Emma staat in de grote kooi met een enorme leren handschoen aan haar rechterhand waarmee ze een stuk vlees vasthoudt. De gier vliegt op van de grond met het geluid van een draaiende windmolen en landt met uitgestrekte klauwen op de handschoen. Ze verdwijnt bijna achter zijn reuzenvleugels, die gespreid zijn om in balans te blijven, en de vogel is zo zwaar dat ze haar uitgestrekte arm met de andere hand moet stutten.

'Houd het vlees zo stevig mogelijk vast,' zegt Donnie Branca. Maar dat helpt niet, de snavel sluit zich om de reep en trekt hem moeiteloos uit haar greep.

Ik sta achter de andere bezoekers, bij de deur van de kooi. Ik zie de kinderlijke verwondering op Emma's gezicht.

'Allemachtig,' zegt ze, en dan vliegt de gier van haar hand en de lange veren van zijn vleugels strelen Emma's korte haar. De mensen klappen.

Donnie Branca staat bij het hek, achter de collectebus, om de bezoekers te bedanken en afscheid te nemen. Emma zorgt ervoor dat we helemaal achteraan lopen. Branca glimlacht naar haar en steekt zijn hand uit. 'Je was een kanjer met het voederen,' zegt hij.

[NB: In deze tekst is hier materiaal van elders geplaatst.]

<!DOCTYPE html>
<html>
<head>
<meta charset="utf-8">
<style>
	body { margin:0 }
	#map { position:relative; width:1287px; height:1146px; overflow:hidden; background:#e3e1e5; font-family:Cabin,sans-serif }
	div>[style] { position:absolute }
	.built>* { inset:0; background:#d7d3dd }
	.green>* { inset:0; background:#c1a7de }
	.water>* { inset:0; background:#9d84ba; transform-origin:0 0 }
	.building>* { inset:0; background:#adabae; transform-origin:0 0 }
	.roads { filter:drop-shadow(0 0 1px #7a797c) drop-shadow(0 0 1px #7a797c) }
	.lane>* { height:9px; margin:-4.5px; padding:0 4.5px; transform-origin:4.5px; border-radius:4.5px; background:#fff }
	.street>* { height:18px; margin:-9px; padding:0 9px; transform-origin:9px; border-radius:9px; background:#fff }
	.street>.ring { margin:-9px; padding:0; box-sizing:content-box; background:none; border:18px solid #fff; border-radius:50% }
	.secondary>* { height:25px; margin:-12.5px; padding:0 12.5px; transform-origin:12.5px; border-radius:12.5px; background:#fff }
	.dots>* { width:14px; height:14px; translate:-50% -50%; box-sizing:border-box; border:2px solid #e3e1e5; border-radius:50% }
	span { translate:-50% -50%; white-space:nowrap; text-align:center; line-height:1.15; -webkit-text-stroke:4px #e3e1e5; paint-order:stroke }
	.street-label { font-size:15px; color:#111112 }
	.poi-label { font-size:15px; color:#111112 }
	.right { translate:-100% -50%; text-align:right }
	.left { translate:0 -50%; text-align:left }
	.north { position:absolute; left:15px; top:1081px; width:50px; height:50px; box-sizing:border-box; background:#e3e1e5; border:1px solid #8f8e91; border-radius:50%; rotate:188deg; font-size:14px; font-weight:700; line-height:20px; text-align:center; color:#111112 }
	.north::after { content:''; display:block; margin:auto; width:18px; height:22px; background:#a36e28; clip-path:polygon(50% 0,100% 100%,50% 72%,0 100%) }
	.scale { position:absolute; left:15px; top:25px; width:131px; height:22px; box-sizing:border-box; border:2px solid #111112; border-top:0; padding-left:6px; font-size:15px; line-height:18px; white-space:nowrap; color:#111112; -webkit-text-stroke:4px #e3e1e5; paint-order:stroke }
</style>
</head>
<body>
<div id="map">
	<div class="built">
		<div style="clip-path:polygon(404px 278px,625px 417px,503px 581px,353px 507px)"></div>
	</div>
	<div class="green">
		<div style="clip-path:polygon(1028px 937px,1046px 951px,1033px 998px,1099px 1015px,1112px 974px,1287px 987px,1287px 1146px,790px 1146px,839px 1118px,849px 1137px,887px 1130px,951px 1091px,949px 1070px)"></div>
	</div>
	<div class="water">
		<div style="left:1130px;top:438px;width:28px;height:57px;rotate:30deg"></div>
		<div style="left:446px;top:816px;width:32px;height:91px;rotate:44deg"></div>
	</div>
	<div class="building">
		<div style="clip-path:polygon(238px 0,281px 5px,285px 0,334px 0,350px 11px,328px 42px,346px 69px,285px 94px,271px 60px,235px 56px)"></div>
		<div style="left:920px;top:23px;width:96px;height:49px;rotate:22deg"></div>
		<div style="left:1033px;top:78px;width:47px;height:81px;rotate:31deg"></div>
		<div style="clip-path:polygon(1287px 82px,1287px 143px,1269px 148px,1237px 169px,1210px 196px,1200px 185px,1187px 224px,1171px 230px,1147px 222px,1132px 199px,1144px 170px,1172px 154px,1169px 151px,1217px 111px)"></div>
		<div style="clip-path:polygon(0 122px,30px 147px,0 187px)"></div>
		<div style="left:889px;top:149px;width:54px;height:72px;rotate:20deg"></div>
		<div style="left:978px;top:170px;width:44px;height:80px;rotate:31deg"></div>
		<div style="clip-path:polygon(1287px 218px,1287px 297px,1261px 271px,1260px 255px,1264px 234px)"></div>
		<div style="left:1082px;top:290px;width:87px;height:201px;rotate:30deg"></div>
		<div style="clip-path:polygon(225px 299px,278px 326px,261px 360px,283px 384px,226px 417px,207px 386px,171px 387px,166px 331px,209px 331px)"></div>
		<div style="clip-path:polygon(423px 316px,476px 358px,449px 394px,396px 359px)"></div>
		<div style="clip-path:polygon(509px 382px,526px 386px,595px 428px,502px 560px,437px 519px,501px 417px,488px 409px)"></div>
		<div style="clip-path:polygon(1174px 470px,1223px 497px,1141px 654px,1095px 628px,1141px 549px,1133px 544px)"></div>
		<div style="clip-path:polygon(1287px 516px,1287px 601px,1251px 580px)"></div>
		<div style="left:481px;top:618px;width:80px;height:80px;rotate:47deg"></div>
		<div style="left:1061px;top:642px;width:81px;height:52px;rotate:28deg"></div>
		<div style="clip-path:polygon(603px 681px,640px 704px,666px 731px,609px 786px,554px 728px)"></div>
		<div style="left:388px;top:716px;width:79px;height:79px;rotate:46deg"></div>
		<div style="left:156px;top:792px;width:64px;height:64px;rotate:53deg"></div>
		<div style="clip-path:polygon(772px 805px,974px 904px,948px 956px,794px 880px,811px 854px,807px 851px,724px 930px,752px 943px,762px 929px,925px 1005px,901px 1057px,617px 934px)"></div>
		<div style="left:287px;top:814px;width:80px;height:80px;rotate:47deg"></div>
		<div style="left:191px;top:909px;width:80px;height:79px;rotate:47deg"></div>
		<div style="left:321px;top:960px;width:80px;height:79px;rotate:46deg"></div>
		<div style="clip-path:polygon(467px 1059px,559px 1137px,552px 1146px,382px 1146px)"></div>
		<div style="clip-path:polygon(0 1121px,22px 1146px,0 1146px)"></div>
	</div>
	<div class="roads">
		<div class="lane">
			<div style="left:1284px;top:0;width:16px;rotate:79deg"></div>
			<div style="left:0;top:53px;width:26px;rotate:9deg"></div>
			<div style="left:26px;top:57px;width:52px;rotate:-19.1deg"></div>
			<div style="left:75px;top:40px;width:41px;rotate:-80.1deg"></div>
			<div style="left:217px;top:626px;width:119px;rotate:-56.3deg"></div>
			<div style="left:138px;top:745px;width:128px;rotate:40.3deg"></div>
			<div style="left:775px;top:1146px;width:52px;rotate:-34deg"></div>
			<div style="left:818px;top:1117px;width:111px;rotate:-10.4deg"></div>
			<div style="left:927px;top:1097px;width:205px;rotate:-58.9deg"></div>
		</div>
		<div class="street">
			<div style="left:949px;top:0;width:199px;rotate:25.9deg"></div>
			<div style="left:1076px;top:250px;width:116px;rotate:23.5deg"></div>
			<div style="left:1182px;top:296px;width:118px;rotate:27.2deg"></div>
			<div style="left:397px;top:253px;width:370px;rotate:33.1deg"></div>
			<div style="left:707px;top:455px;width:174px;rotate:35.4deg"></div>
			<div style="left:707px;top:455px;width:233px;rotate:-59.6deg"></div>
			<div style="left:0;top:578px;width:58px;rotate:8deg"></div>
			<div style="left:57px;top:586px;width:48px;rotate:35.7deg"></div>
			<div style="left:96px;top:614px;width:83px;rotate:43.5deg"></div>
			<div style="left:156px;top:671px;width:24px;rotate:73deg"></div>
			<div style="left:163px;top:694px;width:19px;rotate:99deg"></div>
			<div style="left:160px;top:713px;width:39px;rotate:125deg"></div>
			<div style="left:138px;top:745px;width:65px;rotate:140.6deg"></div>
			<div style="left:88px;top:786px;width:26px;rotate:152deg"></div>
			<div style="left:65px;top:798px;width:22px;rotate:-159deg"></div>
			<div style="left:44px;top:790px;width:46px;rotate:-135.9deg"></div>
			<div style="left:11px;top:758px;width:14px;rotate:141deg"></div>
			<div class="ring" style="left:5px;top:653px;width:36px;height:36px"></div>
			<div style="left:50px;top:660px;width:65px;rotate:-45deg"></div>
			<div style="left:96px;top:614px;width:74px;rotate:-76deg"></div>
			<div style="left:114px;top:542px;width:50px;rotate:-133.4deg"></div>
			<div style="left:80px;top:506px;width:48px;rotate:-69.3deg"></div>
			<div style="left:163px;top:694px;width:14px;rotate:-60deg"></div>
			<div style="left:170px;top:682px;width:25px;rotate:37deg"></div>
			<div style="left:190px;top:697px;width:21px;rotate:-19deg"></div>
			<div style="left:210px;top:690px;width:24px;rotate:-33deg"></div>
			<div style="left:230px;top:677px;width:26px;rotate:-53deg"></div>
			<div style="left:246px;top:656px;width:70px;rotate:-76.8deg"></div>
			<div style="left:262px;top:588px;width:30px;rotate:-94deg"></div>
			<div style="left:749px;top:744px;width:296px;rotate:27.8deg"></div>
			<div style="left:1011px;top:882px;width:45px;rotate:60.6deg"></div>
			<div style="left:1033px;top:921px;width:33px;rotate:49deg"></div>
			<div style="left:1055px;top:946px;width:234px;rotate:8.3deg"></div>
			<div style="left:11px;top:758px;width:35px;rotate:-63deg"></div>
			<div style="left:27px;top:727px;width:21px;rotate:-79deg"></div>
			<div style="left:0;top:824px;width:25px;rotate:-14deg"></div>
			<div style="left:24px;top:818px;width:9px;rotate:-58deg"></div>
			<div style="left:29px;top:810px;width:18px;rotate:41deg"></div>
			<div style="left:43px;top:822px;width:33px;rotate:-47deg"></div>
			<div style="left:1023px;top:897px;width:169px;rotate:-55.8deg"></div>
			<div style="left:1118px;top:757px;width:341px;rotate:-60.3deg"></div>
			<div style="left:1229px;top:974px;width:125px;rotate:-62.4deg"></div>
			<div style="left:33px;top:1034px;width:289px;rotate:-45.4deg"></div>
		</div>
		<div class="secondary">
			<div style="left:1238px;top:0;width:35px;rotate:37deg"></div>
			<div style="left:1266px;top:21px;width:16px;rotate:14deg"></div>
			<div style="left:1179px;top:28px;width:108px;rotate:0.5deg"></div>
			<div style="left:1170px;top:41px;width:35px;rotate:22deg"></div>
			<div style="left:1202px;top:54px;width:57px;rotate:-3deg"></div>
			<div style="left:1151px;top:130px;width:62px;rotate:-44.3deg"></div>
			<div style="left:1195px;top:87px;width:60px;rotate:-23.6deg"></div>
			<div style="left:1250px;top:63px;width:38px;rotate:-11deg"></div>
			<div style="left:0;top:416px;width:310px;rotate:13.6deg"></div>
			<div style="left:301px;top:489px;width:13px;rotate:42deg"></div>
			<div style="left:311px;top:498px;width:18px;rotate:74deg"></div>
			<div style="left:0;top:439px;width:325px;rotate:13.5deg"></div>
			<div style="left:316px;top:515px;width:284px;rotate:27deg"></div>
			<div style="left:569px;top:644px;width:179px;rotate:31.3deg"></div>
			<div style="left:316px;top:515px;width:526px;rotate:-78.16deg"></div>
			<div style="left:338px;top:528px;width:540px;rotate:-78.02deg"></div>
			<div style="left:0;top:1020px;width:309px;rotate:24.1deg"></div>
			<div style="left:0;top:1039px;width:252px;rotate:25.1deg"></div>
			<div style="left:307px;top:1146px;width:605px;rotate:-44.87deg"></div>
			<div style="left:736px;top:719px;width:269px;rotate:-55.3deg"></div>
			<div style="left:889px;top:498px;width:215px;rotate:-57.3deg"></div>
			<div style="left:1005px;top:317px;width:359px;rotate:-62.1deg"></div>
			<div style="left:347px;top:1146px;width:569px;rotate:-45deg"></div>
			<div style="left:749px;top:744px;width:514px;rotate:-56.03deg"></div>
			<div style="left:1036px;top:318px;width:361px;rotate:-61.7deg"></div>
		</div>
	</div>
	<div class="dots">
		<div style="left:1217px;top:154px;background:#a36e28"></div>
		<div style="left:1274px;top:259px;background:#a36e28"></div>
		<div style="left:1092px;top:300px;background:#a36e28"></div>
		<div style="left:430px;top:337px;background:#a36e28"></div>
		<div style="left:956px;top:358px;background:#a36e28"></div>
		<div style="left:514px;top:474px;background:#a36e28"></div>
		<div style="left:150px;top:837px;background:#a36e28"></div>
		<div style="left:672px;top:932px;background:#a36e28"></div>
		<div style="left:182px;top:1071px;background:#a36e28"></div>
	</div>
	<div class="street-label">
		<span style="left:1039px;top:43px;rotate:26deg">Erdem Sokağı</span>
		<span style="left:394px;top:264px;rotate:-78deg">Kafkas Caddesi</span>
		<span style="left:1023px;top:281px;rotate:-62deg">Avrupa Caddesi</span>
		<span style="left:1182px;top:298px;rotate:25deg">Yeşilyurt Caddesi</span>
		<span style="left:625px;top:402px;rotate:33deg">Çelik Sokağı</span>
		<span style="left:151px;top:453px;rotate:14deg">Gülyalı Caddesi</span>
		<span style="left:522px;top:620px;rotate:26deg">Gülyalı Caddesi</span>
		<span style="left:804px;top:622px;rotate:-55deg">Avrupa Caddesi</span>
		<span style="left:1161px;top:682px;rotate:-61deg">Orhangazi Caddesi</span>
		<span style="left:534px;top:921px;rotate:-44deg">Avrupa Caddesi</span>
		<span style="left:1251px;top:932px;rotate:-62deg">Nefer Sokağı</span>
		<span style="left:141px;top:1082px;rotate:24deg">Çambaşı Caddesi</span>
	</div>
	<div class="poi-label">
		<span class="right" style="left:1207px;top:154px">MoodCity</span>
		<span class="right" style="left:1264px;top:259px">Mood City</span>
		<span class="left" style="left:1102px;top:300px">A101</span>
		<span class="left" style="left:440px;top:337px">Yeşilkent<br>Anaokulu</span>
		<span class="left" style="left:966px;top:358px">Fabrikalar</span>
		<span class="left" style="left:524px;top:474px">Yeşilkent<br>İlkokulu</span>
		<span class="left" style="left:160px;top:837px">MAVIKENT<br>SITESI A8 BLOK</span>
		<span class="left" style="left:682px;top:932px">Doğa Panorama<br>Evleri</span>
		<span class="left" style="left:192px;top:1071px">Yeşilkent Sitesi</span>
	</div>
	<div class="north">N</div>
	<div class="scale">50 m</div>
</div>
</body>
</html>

'Meneer Branca...' Ze schudt zijn hand.

'Donnie, alsjeblieft.' Hij mag haar.

'Ik ben Emma le Roux. Ik wil graag met iemand over Jacobus de Villiers praten.'

Het duurt even voordat hij de omslag heeft gemaakt. De gave, witte tanden verdwijnen. 'Cobie?'

'Graag,' zegt Emma.

Branca kijkt naar haar alsof hij haar voor het eerst ziet, met aanzienlijk minder belangstelling. 'Ben je van de krant?'

'Ik ben consultant in Kaapstad. Jacobus is mijn broer.' Ze ritst haar tas open.

'Uw broer?'

Emma haalt de foto tevoorschijn. Ze geeft hem aan Branca. Hij pakt hem aan en bestudeert hem.

'Maar Cobie... ik dacht...' Hij geeft de foto terug. 'Ik denk dat je met Frank moet praten.'

'Frank?'

'Frank Wolhuter. De manager. Ik weet niet of hij beschikbaar is.'

Het kantoor van Wolhuter heeft geen airco. Het ruikt er doordringend naar beesten, zweet en pijptabak. Hij staat op en steekt zijn hand uit naar Emma terwijl zijn blauwe ogen haar van top tot teen opnemen. Hij is tanig als biltong, met een grijs sikje en dik grijs haar dat nodig geknipt moet worden. Hij stelt zich voor met de gemoedelijke glimlach van iemand die goed nieuws verwacht.

'Emma le Roux, en dit is meneer Lemmer.'

'Ga zitten. Wat kan ik voor jullie doen, beste mensen?' Hij moet achter in de vijftig zijn, zijn gezicht heeft de diepe groeven van een leven lang in zon en wind.

We gaan zitten.

'Ik heb het vermoeden dat Cobie de Villiers mijn broer is,' zegt Emma.